From explosive pressure cookers to electrocution from toasters and kettles — it’s no secret a defective kitchen item can be potentially life-threatening. Surprisingly, more than half of those items recalled in the past five years may still be sitting in people’s homes, according to the Australian Competition and Consumer Commission (ACCC).
The ACCC reported that there were about 6.6 million products under voluntary recall in Australia as of October 2019, but annually only about half of the items recalled were ultimately returned. Not including motor vehicles, the ACCC said there were about 1.7 million recalled products still in people’s homes.
Consumer group Choice recently trawled the government website for kitchen appliances that have been ruled unsafe after sale, collating all the items from the past five years in a handy check-able list, to make sure you’re not putting yourself at risk.
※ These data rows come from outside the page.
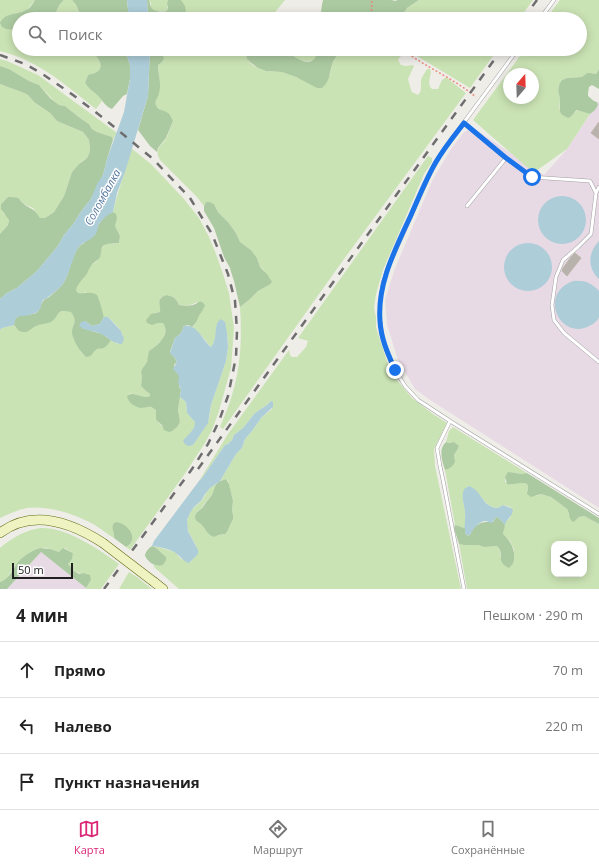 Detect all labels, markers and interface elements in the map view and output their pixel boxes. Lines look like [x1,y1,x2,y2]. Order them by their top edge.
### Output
search box [12,12,587,56]
icon: search [26,23,48,45]
text: Поиск [58,24,102,44]
north arrow [503,68,539,104]
water label: Соломбалка [80,166,124,228]
route start [523,168,541,186]
route end [386,361,404,379]
map controls [551,541,587,577]
button: layers [551,541,587,577]
scale bar [12,561,73,580]
text: 50 m [18,562,44,577]
text: 4 мин [16,604,68,627]
text: Пешком · 290 m [483,606,583,624]
icon: ahead [16,659,38,681]
text: Прямо [54,660,106,680]
text: 70 m [553,661,583,679]
icon: left [16,715,38,737]
text: Налево [54,716,112,736]
text: 220 m [545,717,583,735]
icon: arrive [16,771,38,793]
text: Пункт назначения [54,772,200,792]
tab: Карта [74,818,105,857]
tab: Маршрут [253,818,303,857]
tab: Сохранённые [451,818,525,857]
The list contains 28 kitchen appliances that were recalled for a variety of different defects, which may lead to accidents or injury. The items are categorised into the danger they pose and include waste disposal units and food processors that may pose a risk of lacerations, kitchen scales with dodgy batteries, multi-cookers that may undercook meat, and a host of appliances that pose the risk of electrocution, burns or fires.
Amy Pereira, Choice product safety campaigner, says, “Product recalls have tripled in the past 20 years, emphasising the need for a law that requires goods to be safe before they go on sale.”
In November 2019, the consumer advocacy group called for the government to introduce a more “proactive approach” to product safety. Choice said their submission to the federal government aimed to establish a general safety provision based on the UK’s General Product Safety Regulations — which, simply put, would mean products had to be proven safe before they were sold.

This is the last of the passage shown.